== Exercise inputs ==

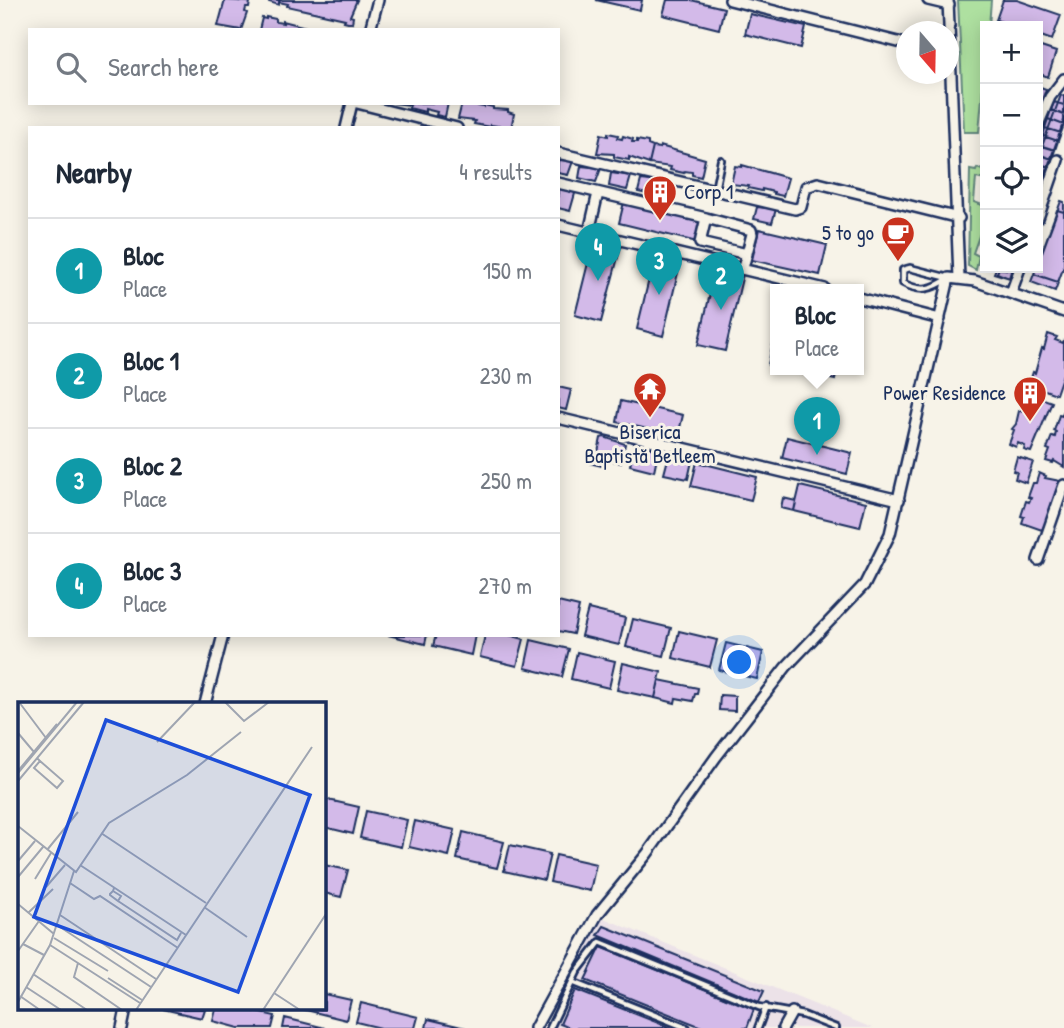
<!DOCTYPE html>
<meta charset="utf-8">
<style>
:root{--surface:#fff;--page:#f6f6f7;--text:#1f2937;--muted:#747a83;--line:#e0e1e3;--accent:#ea580c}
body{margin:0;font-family:"Patrick Hand",sans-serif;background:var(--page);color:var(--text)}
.controls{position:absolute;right:21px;top:21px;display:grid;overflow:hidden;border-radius:0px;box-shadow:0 4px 18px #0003}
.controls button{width:63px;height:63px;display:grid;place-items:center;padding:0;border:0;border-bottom:2px solid var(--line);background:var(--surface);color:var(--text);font:35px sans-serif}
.compass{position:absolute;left:896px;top:21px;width:63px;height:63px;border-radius:50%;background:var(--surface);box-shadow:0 4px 18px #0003;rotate:160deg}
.you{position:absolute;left:740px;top:663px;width:24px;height:24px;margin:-18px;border:5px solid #fff;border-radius:50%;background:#1a73e8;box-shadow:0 0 0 10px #1a73e833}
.badge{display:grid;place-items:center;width:46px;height:46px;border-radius:50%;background:var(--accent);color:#fff;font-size:23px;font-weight:700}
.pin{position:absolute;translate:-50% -58px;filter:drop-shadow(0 2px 4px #0008)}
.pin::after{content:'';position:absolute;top:37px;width:24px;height:21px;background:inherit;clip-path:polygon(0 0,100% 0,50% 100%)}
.popup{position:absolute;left:770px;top:284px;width:94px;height:91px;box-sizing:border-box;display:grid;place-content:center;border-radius:0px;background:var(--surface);filter:drop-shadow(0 2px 5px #0005);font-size:23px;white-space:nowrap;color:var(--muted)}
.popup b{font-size:26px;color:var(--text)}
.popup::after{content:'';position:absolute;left:50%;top:100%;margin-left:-14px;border:14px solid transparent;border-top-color:var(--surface)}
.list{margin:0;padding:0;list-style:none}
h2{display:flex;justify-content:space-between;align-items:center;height:91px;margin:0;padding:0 28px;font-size:30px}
h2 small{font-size:23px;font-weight:400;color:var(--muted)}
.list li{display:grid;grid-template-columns:46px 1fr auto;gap:21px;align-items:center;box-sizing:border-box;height:105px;padding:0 28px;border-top:2px solid var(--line)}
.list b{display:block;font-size:26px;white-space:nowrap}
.list p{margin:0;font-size:23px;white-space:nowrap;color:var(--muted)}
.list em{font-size:23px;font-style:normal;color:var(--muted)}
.icon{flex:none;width:38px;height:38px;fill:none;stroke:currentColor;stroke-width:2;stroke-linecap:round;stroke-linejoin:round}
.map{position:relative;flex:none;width:1064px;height:1028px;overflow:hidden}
.search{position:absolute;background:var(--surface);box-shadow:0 4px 18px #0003;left:28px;top:28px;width:532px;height:77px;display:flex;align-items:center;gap:18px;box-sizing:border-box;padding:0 24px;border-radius:0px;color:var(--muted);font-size:26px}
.panel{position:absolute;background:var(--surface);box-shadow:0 4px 18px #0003;left:28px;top:126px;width:532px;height:511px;border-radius:0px}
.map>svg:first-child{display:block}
</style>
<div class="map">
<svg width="1064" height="1028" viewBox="0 0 1064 1028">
<rect width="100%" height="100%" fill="#f7f3e8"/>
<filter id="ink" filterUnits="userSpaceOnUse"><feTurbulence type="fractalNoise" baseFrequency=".0143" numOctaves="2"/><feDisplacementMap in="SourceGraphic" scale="14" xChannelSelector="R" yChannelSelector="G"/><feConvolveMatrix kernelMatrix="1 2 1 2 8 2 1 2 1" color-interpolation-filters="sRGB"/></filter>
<g filter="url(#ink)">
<path fill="#ece2e8" d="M 601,917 L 872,1028 L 544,1028 Z"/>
<path fill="#aee0a0" stroke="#64887f" stroke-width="2" d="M 958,0 L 991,0 L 989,26 L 985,26 L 985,63 L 979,132 L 964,132 Z
M 977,168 L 985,171 L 985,180 L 976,178 L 974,202 L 985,206 L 985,219 L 973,253 L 979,256 L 976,270 L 968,266 L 970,170 L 976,171 Z"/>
<path fill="#d3bae9" stroke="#1b2f5e" stroke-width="2" d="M 225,0 L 250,2 L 249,8 L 246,8 L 245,12 L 247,13 L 241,30 L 218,26 Z
M 270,0 L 357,0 L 350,16 L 353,17 L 352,23 L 344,21 L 345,19 L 287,6 L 288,4 L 279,2 L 279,5 L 269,2 Z
M 596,0 L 642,0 L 640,10 Z
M 667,0 L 691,0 L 724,8 L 719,29 L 663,15 Z
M 1003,0 L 1017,0 L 1061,15 L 1052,40 L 1038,35 L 1038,26 L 1014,26 L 996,20 Z
M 750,14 L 806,27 L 801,48 L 745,34 Z
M 266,17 L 276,19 L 276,22 L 283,23 L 283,21 L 318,30 L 259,30 L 262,18 L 266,19 Z
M 1038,46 L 1056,52 L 1048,77 L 1038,73 Z
M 1038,86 L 1046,89 L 1042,100 L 1038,98 Z
M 1061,95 L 1064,96 L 1064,120 L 1042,184 L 1038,182 L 1038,157 Z
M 1054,102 L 1064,105 L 1064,115 L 1051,110 Z
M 393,103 L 448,103 L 445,117 L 436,115 L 437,112 L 425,109 L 425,112 L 409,108 L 410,105 Z
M 462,103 L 479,103 L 478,106 L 484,107 L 484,105 L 493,107 L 493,109 L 508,110 L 508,112 L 514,114 L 511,128 L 490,125 L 490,127 L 474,124 L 475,121 L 458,119 Z
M 1051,110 L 1064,115 L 1064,125 L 1048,119 Z
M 1048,119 L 1064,125 L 1061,133 L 1045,128 Z
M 1045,128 L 1061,133 L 1058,141 L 1043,136 Z
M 608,133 L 618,135 L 617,138 L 622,139 L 623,136 L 633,139 L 632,142 L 637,142 L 637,140 L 648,142 L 648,145 L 653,147 L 649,164 L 629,157 L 629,160 L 614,157 L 614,154 L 597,153 L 601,134 L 608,136 Z
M 1043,136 L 1058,141 L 1055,150 L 1039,145 Z
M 1039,145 L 1055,150 L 1052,159 L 1038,154 Z
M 660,146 L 705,159 L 701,177 L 692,175 L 692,172 L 685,171 L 684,173 L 670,170 L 671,167 L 649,164 L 653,147 L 660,148 Z
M 1038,154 L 1052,159 L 1049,167 L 1038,163 Z
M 558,160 L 573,161 L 568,175 L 558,173 Z
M 1038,163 L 1049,167 L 1046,175 L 1038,173 Z
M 742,165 L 788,178 L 783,196 L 774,194 L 774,192 L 762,189 L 762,191 L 748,188 L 749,186 L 731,184 L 735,166 L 742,167 Z
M 581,166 L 601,168 L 596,182 L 579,178 Z
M 611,173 L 631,176 L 627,190 L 609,186 Z
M 641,180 L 660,182 L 656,196 L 638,192 Z
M 558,185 L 576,190 L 570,211 L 558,208 Z
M 1061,201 L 1064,202 L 1064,266 L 1055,291 L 1031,282 Z
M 624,202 L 702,220 L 697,242 L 619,223 Z
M 757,207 L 776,209 L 772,223 L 754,219 Z
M 1057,210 L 1064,212 L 1064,266 L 1058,282 L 1034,274 Z
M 759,229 L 827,245 L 820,275 L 752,260 Z
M 594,239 L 621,246 L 601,322 L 575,315 Z
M 655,254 L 681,260 L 663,336 L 637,329 Z
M 716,268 L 743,274 L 725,351 L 698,345 Z
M 996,268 L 1013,270 L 1010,278 L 994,273 Z
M 999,268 L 1012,268 L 1009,278 L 997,273 Z
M 775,334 L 775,366 L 768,365 Z
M 1048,334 L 1057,337 L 1055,340 L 1063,343 L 1064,340 L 1064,371 L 1056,394 L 1031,385 L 1030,381 L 1033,372 L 1035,373 L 1042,348 L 1044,349 Z
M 788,369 L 837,369 L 835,380 Z
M 558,387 L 571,390 L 566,410 L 558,408 Z
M 1027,393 L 1052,402 L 1031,452 L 1024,450 L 1025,446 L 1018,443 L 1016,447 L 1009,444 L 1014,430 L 1012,429 L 1016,424 L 1019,411 L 1021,411 L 1024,396 Z
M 621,401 L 683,415 L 678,436 L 617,422 Z
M 1063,412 L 1064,412 L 1064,467 L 1054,461 L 1053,463 L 1046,461 L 1050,450 L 1047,449 L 1052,436 L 1055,437 L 1056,432 L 1054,431 L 1059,415 L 1062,416 Z
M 604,437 L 625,444 L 621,463 L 597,457 L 601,438 Z
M 787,437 L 852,453 L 847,474 L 782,458 Z
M 637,445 L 656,449 L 658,452 L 654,471 L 630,465 L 635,446 Z
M 672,454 L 691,458 L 692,461 L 688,479 L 664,474 L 669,455 Z
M 590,457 L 603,460 L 602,466 L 589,463 Z
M 1017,457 L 1033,462 L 1026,483 L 1015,479 L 1017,472 L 1013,471 Z
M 697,462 L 757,477 L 751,500 L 691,486 Z
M 1039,473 L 1046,476 L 1045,478 L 1060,481 L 1056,491 L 1058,491 L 1050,509 L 1052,510 L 1042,530 L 1022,523 L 1024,517 L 1021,516 L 1026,501 L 1029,502 L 1031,498 L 1028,497 L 1033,483 L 1036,483 Z
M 800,486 L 866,502 L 860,527 L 794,511 Z
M 783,498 L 796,501 L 794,511 L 781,508 Z
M 558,602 L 579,607 L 573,634 L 558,631 Z
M 588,609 L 625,618 L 619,645 L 581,636 Z
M 633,619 L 671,628 L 664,656 L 626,647 Z
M 679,631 L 717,640 L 710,667 L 673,658 Z
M 388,635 L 427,635 L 425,644 Z
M 436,635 L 475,635 L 471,655 L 433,646 Z
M 485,635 L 509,635 L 524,639 L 517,666 L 480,657 Z
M 531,640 L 569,649 L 562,677 L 525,668 Z
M 726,643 L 763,652 L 757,679 L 719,670 Z
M 577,652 L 615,661 L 609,688 L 571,679 Z
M 623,663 L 661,672 L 655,698 L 617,690 Z
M 659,680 L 698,688 L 697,694 L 695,694 L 693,701 L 676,698 L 675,703 L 655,698 Z
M 720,695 L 735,696 L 735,711 L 719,710 Z
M 324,799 L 359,807 L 353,834 L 324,827 Z
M 366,811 L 407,820 L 401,847 L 360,838 Z
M 415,821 L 455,830 L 449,856 L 409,847 Z
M 463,832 L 504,842 L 497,868 L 457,859 Z
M 510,845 L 550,854 L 544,880 L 504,871 Z
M 556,855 L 596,864 L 590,891 L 550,882 Z
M 324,865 L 348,870 L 341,897 L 324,893 Z
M 604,926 L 764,991 L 759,1002 L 598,935 Z
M 601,947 L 754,1009 L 747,1028 L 704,1028 L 585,980 Z
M 575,990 L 671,1028 L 570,1028 L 560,1024 Z
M 324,994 L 351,1000 L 346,1020 L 302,1009 L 324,1009 Z
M 361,1003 L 418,1017 L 415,1028 L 381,1028 L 356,1022 Z
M 163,1009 L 205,1009 L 202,1018 Z
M 216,1009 L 244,1009 L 275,1016 L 272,1028 L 239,1028 L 213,1021 Z
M 285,1018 L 325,1028 L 283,1028 Z
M 428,1019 L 466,1028 L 426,1028 Z"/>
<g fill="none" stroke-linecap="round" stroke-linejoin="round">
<g stroke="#1b2f5e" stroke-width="10">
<path id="lane" d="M 715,190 L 721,160
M 910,268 L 949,278 C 933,289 921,293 903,283 L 903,270 Z
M 572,982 L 687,1028
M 550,1028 L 577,972 L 600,942 L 759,1007 L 803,1015 L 836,1028
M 758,1028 L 766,1007"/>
</g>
<g stroke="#1b2f5e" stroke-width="14">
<path id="street" d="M 730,0 L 906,44
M 928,0 L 949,5
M 948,0 L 959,278
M 370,30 L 378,0
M 357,103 L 457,128
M 1038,125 L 1050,97 L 1064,79
M 346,128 L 352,103
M 558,153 L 795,209 L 801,207 L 806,187 L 818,183 L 959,218
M 558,183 L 706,218
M 1038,218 L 1058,160
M 558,225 L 825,289
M 589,232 L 598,193
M 743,268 L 752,234 L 751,230 L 706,218 L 700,243 L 747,254
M 1011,293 L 1020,268
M 859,298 L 940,319
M 558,418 L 899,500
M 1038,560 L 1064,485
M 205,704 L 223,635
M 122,1028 L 126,1009
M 535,1028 L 597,915 L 647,854 L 716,757 L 786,667 L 865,584 L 890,534 L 949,278 L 975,281 L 1064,312
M 783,1028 L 792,1012"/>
</g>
<use href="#lane" stroke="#f7f3e8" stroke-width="4.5"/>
<use href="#street" stroke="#f7f3e8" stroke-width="9"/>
</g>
</g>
<defs>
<g id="building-pin" transform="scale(1.75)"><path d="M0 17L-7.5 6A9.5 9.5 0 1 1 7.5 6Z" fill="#c8321e" stroke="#f7f3e8"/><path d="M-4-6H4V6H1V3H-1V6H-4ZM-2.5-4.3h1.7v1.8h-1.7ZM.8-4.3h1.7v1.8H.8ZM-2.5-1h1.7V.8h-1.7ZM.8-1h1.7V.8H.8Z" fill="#fff"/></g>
<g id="cafe-pin" transform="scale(1.75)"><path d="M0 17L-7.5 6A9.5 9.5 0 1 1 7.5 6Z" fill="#c8321e" stroke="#f7f3e8"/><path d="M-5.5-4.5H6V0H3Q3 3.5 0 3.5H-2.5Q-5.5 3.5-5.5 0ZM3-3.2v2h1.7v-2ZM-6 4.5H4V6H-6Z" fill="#fff"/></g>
<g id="temple-pin" transform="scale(1.75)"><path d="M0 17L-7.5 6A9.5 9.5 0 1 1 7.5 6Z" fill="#c8321e" stroke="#f7f3e8"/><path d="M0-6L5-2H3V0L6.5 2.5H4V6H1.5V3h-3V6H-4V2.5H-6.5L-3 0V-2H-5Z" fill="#fff"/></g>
</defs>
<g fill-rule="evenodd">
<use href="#building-pin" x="660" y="192"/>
<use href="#cafe-pin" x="898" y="233"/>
<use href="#temple-pin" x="650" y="389"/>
<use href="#building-pin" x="1030" y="393"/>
</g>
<g text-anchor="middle" stroke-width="6" stroke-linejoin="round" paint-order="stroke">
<g font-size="21" fill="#1b2f5e" stroke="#f7f3e8" text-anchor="end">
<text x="684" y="199" text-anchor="start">Corp 1</text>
<text x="874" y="240">5 to go</text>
<text x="1006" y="400">Power Residence</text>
<text x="650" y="439" text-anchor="middle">Biserica<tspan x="650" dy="24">Baptistă Betleem</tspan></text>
</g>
</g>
<g transform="translate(18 702)">
<rect width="308" height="308" fill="#f7f3e8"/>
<path fill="none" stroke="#9fa5b1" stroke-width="2" d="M 1,0 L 28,36M 207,0 L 226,19 L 251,0M 0,31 L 16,50M 139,40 L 177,0M 19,56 L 22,59 L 16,66 L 39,86 L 45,79 L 22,59M 0,69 L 39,22M 0,71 L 59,0M 0,79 L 66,0M 0,124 L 58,170 L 91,121 L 169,73 L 223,30M 83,131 L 188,201M 29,148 L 60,110M 0,159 L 17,139M 62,163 L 168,233M 0,175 L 25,145M 17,177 L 33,151M 52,181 L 76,197 L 82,194 L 160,246M 28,185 L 47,163M 95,189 L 103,194 L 100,199 L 92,193 L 92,192 L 95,189 L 96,186M 100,199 L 159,238 L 163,231M 0,202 L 36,232M 186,205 L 229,235M 10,211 L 35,187M 42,213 L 138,277M 39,223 L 133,285M 36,236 L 90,269M 5,242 L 26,253M 32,243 L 122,301M 0,249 L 21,219M 60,261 L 56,275 L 104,308M 15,272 L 69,308M 90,276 L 124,298M 8,285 L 43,308M 256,291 L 282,308M 2,294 L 22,308M 0,300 L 32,243 L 56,169M 118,308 L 294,45M 245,308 L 308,212"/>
<path fill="#1d4ed8" fill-opacity="0.15" stroke="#1d4ed8" stroke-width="3.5" d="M 88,18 L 292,93 L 220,290 L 16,215 Z"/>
<rect width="308" height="308" fill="none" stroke="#1b2f5e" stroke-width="3.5"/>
</g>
</svg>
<div class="controls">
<button>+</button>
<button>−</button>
<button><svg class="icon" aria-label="locate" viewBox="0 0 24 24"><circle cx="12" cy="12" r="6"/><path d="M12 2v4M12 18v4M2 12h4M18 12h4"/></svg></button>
<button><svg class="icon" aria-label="layers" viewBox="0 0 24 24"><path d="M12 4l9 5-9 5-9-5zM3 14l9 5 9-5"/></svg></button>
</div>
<svg class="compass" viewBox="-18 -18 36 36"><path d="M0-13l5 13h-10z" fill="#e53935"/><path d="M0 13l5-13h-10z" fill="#747a83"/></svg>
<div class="you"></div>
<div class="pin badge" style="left:817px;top:455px;background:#0f9aa8">1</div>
<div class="popup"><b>Bloc</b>Place</div>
<div class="pin badge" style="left:721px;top:310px;background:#0f9aa8">2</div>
<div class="pin badge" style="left:659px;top:295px;background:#0f9aa8">3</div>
<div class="pin badge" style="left:598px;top:281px;background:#0f9aa8">4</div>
<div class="search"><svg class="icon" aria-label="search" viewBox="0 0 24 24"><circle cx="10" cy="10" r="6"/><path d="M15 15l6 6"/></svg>Search here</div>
<section class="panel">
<h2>Nearby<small>4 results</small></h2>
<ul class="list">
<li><span class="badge" style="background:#0f9aa8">1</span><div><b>Bloc</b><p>Place</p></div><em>150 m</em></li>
<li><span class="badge" style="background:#0f9aa8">2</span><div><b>Bloc 1</b><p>Place</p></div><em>230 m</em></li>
<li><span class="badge" style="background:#0f9aa8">3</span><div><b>Bloc 2</b><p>Place</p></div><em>250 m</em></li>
<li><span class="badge" style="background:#0f9aa8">4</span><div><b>Bloc 3</b><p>Place</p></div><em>270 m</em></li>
</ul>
</section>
</div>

===

Look over the listing above and copy each line that contains "sans".

## [Answer space]
body{margin:0;font-family:"Patrick Hand",sans-serif;background:var(--page);color:var(--text)}
.controls button{width:63px;height:63px;display:grid;place-items:center;padding:0;border:0;border-bottom:2px solid var(--line);background:var(--surface);color:var(--text);font:35px sans-serif}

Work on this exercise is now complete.